Sentenced to a total of 150 years in 1975 in Minnesota, a state in which no criminal can serve more than 40 years no longer how long he is sentenced, he has another 8 years to go before he can give your daughter a ride...
For a short but interesting on-line interview of the man, go here.

"True" Sleaze: Some Like It Dark

(By Kipp Washington as told to Leo Guild, Holloway House, 1977)
The cover presented here is that of the currently available edition. It is, regrettably, far less attractive than the cover to the 1977 edition, but seeing that the book has a 1966 copyright date, there might actually be even older versions of the book floating around out there.
The 1977 edition cover is splashed with the less-than-true blurb that “Kipp Washington’s memoirs are the most erotic since The Happy Hooker,” an obvious attempt on the part of Holloway House to cash in on the popularity of other (similar but white) “true” hooker story popular at that time. Actually, the story is not very erotic at all, and almost lends itself to being believable simply due to the amount of tragic — or at least less than pleasant — events that happen to “Kipp Washington.” But if the story were true, it seems that she wouldn’t have had anything to lose by naming real names, instead of relying on pseudonyms. Without any concrete details, the men she mentions could be any of a thousand.
Somewhere in the book she briefly talks to some shrink (of one of her johns) who briefly asks her “why?”, and that is a question one keeps returning to again and again when reading her “bio.” She comes across as too intelligent to let herself be trapped in a career that she herself sees as futureless. That she is black and thus disadvantaged may be true, especially considering the time that the book takes place in. But she herself seems to make many a mistake on purpose, destroying paths that might have taken her somewhere better, cutting off chances that could offer a better future. If she is still alive today, one has a hard time imagining that she is living comfortably — especially if she never learned to make better decisions.

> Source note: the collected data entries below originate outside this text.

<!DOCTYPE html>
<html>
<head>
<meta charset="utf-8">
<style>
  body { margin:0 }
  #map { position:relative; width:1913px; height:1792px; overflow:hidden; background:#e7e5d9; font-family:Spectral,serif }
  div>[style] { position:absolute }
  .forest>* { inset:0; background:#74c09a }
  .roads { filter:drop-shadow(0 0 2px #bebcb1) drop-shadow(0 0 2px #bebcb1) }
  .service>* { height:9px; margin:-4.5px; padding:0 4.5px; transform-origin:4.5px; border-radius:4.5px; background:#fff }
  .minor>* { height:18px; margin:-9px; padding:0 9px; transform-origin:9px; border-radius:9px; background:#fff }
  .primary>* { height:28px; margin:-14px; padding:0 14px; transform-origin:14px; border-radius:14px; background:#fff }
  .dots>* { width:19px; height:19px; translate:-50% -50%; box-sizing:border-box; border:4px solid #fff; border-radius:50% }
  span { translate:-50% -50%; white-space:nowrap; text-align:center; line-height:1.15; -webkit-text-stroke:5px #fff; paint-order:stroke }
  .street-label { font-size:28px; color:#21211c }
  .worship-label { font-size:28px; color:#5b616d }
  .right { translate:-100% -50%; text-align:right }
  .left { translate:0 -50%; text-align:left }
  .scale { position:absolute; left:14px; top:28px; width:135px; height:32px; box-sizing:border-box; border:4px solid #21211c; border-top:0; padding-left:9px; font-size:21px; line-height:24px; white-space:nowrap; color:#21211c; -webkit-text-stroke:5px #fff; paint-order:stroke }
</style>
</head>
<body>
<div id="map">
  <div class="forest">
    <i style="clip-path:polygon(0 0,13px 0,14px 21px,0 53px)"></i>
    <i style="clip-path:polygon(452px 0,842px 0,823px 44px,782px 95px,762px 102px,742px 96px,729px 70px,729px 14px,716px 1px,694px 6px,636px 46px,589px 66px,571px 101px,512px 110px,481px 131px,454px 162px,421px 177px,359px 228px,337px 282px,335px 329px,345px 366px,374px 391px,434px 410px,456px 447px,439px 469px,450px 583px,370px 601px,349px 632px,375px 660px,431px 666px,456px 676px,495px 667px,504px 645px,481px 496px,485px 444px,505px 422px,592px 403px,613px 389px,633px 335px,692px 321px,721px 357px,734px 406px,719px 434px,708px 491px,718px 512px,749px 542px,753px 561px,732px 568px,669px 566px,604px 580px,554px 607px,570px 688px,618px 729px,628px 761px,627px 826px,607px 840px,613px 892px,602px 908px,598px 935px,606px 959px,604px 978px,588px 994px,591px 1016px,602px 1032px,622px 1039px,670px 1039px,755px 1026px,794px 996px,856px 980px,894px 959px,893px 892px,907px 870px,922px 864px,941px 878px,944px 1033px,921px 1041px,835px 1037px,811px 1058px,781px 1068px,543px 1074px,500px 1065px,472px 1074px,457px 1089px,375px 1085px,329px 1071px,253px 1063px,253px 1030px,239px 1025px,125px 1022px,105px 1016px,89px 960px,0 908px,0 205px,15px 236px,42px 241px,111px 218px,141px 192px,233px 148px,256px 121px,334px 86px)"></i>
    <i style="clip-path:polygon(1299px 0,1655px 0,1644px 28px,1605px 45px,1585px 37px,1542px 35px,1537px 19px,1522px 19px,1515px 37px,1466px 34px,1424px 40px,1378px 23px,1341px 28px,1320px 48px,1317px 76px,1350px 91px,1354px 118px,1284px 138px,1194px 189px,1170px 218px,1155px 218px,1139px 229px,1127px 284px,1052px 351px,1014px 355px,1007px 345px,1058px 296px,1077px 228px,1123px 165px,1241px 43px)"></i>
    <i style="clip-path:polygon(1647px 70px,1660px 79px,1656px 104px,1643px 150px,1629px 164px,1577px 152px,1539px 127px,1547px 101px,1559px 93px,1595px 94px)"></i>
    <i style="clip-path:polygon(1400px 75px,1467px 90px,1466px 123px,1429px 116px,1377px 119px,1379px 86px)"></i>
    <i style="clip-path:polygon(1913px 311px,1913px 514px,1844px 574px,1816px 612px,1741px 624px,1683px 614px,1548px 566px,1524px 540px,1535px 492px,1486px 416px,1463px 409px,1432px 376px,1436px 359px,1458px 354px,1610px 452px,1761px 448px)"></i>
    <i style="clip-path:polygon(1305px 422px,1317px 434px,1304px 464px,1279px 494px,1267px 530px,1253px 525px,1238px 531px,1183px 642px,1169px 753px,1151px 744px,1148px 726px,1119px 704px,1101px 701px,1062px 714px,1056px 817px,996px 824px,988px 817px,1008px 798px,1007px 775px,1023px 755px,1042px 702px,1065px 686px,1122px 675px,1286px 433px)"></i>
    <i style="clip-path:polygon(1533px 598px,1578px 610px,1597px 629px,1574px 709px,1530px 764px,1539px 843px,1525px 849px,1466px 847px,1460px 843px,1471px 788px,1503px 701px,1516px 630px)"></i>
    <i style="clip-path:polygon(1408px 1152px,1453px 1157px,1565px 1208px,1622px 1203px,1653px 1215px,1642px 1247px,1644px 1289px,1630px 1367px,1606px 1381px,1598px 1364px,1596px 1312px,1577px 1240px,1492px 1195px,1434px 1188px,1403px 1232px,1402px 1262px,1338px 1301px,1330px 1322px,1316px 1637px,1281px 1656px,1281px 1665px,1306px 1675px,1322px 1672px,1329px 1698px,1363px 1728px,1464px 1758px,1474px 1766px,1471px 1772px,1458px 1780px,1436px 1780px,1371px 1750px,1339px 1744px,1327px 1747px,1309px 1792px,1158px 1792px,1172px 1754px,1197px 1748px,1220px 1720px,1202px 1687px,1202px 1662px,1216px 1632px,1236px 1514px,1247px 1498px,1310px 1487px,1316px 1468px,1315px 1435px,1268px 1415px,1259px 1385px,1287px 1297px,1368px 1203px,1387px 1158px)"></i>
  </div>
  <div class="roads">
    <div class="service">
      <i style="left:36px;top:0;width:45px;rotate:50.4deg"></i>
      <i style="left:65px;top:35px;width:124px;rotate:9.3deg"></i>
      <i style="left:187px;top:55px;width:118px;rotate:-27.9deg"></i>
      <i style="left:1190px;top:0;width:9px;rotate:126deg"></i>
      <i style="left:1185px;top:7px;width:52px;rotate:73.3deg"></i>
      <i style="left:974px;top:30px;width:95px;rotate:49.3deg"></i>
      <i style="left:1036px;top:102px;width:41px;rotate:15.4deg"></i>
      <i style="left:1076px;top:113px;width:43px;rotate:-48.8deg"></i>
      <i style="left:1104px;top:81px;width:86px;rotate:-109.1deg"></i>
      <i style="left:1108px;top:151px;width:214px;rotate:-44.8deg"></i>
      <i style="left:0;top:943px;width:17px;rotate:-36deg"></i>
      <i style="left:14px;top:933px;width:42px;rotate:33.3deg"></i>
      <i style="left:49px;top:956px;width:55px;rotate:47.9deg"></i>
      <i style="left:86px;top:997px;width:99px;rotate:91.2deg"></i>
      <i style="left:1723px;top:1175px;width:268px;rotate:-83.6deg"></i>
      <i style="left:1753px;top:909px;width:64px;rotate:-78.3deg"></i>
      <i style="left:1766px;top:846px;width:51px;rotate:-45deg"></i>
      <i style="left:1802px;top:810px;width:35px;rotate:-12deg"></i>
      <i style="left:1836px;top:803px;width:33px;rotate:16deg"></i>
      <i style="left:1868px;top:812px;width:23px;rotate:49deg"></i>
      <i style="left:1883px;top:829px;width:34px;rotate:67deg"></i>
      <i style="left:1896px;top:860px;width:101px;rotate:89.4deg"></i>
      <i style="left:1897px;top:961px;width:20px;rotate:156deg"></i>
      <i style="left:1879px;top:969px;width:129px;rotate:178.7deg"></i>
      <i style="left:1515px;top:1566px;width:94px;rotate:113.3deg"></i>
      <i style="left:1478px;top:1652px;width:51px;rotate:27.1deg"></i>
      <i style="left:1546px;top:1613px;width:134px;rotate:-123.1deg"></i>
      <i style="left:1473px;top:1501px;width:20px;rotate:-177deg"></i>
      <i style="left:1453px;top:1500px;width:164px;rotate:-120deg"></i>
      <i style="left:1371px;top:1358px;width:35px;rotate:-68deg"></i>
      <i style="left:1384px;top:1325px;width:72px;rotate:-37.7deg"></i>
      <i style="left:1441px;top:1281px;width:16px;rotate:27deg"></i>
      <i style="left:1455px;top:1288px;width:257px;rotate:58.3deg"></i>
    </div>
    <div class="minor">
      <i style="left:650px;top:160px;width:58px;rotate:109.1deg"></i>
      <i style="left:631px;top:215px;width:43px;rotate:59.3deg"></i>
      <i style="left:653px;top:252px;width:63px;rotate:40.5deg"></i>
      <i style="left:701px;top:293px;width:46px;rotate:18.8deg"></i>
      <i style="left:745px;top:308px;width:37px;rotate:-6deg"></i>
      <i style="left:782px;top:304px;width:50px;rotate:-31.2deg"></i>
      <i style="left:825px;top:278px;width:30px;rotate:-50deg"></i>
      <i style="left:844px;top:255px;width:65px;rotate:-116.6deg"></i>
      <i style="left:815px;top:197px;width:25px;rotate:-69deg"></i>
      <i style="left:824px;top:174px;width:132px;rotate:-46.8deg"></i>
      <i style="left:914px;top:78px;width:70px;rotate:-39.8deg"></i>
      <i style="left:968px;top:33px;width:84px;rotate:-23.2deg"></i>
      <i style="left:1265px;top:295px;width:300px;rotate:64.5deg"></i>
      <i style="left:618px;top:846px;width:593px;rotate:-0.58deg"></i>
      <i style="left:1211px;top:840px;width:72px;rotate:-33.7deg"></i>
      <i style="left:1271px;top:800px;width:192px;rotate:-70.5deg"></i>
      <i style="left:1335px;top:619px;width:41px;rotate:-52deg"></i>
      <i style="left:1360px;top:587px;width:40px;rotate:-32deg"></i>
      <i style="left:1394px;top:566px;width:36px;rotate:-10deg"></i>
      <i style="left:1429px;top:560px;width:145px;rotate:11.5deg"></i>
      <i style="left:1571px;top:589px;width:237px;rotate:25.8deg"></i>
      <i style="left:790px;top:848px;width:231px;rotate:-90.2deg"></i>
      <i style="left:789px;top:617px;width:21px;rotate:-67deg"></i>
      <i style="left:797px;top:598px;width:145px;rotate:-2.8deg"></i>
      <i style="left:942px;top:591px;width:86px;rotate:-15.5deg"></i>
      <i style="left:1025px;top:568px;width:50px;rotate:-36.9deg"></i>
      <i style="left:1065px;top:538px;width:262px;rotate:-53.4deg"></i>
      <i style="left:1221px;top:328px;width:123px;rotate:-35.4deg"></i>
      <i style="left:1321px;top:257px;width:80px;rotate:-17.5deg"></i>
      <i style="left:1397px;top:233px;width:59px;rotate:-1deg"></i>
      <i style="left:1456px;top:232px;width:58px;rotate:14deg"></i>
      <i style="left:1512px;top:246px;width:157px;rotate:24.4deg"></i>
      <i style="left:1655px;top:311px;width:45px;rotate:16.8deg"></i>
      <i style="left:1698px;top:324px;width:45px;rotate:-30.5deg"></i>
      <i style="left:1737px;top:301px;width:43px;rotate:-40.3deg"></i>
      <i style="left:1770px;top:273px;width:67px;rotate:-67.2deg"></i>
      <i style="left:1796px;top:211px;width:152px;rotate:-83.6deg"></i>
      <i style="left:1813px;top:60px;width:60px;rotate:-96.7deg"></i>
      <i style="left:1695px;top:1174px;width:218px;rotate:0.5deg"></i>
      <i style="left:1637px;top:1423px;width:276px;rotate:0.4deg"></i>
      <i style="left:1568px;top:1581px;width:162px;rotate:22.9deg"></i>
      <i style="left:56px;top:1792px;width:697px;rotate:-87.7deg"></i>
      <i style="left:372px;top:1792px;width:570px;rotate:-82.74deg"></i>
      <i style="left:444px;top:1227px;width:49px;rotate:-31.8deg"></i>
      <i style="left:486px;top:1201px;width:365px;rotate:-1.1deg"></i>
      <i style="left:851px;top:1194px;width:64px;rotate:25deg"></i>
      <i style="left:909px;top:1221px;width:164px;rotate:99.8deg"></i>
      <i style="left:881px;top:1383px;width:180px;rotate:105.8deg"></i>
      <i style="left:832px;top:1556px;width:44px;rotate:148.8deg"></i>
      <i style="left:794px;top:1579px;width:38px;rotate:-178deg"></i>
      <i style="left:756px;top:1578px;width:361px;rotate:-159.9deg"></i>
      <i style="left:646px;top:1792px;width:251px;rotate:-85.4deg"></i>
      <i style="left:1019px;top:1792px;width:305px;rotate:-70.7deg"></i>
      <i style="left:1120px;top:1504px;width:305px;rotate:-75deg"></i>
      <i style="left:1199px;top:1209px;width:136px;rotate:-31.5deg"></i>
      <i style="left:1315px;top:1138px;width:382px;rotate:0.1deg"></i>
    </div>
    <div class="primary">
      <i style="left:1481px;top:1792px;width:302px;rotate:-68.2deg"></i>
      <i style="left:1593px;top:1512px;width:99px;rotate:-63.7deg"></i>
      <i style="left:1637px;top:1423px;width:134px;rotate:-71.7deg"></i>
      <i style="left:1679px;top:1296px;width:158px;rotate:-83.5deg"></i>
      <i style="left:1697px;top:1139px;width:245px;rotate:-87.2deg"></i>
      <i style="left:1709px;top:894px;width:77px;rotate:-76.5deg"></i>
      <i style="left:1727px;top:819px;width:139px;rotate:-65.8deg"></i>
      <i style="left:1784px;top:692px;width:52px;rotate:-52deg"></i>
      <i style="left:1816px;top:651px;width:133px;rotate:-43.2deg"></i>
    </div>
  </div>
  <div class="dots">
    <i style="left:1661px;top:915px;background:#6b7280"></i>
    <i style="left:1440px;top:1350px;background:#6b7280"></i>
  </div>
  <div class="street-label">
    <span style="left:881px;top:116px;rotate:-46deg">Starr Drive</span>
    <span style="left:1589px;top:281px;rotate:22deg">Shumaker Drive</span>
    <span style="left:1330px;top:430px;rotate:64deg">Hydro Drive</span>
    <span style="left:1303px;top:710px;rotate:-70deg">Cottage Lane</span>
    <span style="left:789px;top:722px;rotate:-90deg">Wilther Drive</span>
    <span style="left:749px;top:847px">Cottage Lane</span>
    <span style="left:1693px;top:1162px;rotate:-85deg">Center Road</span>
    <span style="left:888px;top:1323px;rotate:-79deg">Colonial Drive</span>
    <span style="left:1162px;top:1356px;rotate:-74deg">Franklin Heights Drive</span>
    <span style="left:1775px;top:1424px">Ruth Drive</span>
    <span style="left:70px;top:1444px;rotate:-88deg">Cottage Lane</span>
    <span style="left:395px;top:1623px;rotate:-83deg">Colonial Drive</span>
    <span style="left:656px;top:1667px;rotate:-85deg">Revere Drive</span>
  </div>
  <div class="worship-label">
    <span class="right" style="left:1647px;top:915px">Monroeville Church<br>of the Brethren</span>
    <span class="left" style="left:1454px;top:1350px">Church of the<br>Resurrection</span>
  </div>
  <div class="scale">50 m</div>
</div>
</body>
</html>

Her distaste for men of her own color seems odd, and comes across almost as an indirect way of expressing her own self-hate and dislike of her own race, an attitude totally contrary to her constant statements of being proud to be black. There is a lot of sex in this book, but hardly titillating. In fact, the sex described, even when said to be “good,” is less than prick hardening, often moving more in the direction of depressing. Want porno? Look somewhere else. Want a story that goes nowhere? Look here.
For all her bragging about what prices she gets, she often sounds like those strung-out hustlers one occasionally reads about that claim they earn $400 a day but still eat out of trash cans and sleep on the street. Okay, she’s not on drugs and has definitely situated herself better and lives a relatively comfortable life, but somehow it all rings hollow, more ego-boosting than real, even id she probably is far from the street.
The “autobiography of a black call girl” the book might be, but the story, despite the depressing parts, seems only half told. No photos, regrettably, the good looking babe on the cover (of the 1977 edition) being “posed by professional model.” Unlike Miss Hollander, Kipp obviously really did hope for middle-class normality one day — and, if she was real, maybe even has finally gotten it. Considering the number of other semi-sleazy “true” life stories told to Leo Guild, including The Senator’s Whore, The Black Shrink, Black Bait and The Loves of Liberace, it is easy to think that this book is actually just fiction.